Inhibitory effect of furosemide on non-selective voltage-independent cation channels in human erythrocytes

Background: Furosemide, a loop diuretic inhibiting the renal tubular Na(+),K(+),2Cl(-) cotransporter, has been shown to decrease cytosolic Ca(2+) concentration ([Ca(2+)](i)) in platelets and erythrocytes. [Ca(2+)](i) in erythrocytes is a function of Ca(2+) permeable cation channels. Activation of those channels e.g. by energy depletion or oxidative stress leads to increase of [Ca(2+)](i), which in turn triggers eryptosis, a suicidal erythrocyte death characterized by cell membrane scrambling. The present study was performed to explore whether furosemide influences the cation channels and thus influences eryptosis.

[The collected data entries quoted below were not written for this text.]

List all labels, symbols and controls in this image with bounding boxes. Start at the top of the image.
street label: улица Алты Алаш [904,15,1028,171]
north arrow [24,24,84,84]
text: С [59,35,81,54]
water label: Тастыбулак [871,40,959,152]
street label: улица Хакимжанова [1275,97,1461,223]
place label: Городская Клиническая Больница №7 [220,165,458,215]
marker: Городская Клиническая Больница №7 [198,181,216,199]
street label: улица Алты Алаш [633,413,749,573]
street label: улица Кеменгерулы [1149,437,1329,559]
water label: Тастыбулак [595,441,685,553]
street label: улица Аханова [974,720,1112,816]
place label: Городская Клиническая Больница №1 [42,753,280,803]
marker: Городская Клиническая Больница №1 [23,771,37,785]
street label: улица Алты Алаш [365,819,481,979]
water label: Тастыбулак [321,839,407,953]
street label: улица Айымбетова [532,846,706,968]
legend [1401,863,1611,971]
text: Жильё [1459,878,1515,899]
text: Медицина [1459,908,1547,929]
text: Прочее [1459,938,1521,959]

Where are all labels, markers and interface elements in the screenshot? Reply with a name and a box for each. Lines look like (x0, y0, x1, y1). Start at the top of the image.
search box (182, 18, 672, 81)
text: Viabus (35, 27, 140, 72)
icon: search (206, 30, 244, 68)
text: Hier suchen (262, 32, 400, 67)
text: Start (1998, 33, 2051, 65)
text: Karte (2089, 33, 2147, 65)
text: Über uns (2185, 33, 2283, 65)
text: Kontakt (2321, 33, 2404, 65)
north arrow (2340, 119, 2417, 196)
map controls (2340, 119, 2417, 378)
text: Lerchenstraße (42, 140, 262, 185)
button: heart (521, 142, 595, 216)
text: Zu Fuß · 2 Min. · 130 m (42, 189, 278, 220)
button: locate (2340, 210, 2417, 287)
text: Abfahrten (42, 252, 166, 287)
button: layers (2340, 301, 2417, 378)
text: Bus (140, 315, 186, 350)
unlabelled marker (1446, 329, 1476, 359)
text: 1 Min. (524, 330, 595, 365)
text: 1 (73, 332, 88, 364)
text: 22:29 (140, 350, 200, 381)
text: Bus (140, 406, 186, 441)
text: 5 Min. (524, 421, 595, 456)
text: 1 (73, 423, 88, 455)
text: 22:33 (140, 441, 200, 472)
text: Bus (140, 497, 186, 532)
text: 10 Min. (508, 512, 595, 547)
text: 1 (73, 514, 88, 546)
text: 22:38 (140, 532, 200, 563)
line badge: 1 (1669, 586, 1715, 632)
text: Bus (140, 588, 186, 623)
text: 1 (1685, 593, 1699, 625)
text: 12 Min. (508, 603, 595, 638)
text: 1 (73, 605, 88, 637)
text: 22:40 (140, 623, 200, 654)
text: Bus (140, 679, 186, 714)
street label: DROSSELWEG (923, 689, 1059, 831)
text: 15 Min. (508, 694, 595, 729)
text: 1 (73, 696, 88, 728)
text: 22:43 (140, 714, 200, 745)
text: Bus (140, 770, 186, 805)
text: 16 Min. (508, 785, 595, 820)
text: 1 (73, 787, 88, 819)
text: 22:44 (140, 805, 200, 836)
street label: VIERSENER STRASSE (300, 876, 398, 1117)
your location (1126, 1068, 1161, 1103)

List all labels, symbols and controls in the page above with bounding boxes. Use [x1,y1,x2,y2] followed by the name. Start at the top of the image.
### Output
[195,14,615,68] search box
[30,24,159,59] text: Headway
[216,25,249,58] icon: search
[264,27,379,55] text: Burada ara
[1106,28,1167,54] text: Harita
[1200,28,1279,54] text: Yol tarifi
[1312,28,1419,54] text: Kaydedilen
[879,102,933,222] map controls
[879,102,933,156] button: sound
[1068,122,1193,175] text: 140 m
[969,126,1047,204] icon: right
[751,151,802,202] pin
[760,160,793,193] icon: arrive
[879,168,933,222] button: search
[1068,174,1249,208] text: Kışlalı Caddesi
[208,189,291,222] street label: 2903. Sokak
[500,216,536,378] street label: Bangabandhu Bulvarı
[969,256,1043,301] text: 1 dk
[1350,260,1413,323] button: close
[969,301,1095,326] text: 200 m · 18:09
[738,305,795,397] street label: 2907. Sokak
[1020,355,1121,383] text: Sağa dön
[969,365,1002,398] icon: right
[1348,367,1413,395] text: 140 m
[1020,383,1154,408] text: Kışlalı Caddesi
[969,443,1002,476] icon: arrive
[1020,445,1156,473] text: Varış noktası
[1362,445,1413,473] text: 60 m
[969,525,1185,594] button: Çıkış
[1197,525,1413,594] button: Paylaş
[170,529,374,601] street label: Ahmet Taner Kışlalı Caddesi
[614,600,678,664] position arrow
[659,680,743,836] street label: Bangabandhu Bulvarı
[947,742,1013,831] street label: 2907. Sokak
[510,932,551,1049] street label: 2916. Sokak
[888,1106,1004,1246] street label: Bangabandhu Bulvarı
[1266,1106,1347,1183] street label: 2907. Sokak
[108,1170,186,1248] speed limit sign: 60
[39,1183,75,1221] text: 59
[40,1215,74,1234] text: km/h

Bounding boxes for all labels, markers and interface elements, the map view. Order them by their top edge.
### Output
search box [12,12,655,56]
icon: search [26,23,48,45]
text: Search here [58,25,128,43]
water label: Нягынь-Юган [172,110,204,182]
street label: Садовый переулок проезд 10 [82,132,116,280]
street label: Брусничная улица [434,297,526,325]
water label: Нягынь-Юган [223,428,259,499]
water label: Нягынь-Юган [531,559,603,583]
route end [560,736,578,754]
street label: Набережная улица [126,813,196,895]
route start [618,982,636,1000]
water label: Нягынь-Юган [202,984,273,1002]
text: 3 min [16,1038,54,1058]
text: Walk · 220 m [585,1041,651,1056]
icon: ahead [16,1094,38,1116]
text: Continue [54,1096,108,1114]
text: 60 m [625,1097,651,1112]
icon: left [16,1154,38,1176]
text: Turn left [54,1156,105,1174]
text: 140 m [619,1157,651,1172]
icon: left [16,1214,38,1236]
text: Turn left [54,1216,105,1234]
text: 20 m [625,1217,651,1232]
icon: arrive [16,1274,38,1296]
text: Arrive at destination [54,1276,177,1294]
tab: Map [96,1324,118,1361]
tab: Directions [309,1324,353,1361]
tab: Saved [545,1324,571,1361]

Methods: Cation channel activity was determined by whole-cell patch clamp, [Ca(2+)](i) utilizing Fluo3 fluorescence and annexin V binding to estimate cell membrane scrambling with phosphatidylserine exposure.

Results: A 45 min exposure to furosemide (10 and 100 µM) slightly, but significantly decreased cation channel activity and [Ca(2+)](i) in human erythrocytes drawn from healthy individuals. ATP-depletion (> 3 hours, +37°C, 6 mM ionosine and 6 mM iodoacetic acid) enhanced the non-selective cation channel activity, increased [Ca(2+)](i) and triggered cell membrane scrambling, effects significantly blunted by furosemide (10 - 100 µM). Oxidative stress by exposure to tert-butylhydroperoxide (0.1 -1 mM) similarly enhanced the non-selective cation channels activity, increased [Ca(2+)](i) and triggered cell membrane scrambling, effects again significantly blunted by furosemide (10 - 100 µM).

Conclusions: The present study shows for the first time that the loop diuretic furosemide applied at micromolar concentrations (10 - 100 µM) inhibits non-selective cation channel activity in and eryptosis of human erythrocytes.